The article presents the clinical evidence of safety and efficacy of mucolytics and expectorants in the treatment of both productive and non-productive coughs in respiratory infections in childhood in all stages of the infectious-inflammatory process. The authors set a goal to study the efficacy and safety of mucolytics and expectorants in children with respiratory infection in the pediatric practice. Materials and methods. A total of 96 children undergoing inpatient treatment for various variants of acute respiratory infection were examined. The average age of the patients was 7.6 ± 0.9 years old (from 3 to 14 years old). All patients were divided into 3 groups.
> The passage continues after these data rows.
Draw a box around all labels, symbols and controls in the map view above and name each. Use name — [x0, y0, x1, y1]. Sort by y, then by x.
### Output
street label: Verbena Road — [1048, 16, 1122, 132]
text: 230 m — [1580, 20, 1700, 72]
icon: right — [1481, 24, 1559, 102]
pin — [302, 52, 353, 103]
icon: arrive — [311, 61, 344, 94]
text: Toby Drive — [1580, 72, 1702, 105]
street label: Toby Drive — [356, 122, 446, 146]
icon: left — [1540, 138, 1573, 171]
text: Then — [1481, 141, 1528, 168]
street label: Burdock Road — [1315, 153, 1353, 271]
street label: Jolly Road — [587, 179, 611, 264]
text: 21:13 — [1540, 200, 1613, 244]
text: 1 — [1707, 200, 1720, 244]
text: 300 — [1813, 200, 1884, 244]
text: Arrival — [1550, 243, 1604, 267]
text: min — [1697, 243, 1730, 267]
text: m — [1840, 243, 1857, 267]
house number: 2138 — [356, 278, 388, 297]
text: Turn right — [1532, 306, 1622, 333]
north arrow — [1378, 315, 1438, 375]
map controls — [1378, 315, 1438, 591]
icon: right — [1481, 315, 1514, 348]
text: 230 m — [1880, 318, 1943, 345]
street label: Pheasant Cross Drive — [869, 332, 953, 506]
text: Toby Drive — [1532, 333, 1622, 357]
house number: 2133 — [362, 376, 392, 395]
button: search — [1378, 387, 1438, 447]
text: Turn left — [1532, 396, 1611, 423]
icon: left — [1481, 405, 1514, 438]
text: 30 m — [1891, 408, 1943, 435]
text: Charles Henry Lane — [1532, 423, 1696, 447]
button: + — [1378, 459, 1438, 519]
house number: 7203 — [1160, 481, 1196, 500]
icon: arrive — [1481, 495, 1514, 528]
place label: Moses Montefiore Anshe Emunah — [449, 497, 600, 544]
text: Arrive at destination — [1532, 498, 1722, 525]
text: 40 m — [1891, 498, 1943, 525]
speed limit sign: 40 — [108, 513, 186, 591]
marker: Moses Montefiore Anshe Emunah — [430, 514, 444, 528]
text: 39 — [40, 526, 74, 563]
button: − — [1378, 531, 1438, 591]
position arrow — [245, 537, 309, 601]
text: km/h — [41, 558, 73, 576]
Primary outcomes. Using the investigational drugs in children with various forms of acute respiratory infection made it possible to quickly reduce the intensity and frequency of cough by Day 3-5 from the onset of the disease and therapy, and transform cough into productive wet cough. The study showed rapid positive dynamics in cases, when acetylcysteine was prescribed from the first days of the disease, with a consistent cough therapy using herbal products. Both investigational drugs showed no adverse drug effects during the study. The results of the analysis brings us to the conclusion that a multimodal approach to cough treatment provides a comprehensive effect, which potentiates the treatment effect and allows us to recommend them in everyday pediatric practice as effective symptomatic agents to treat inflammatory diseases of the respiratory tract. This method helps to prevent polypharmacy, minimizing the drug load on the child.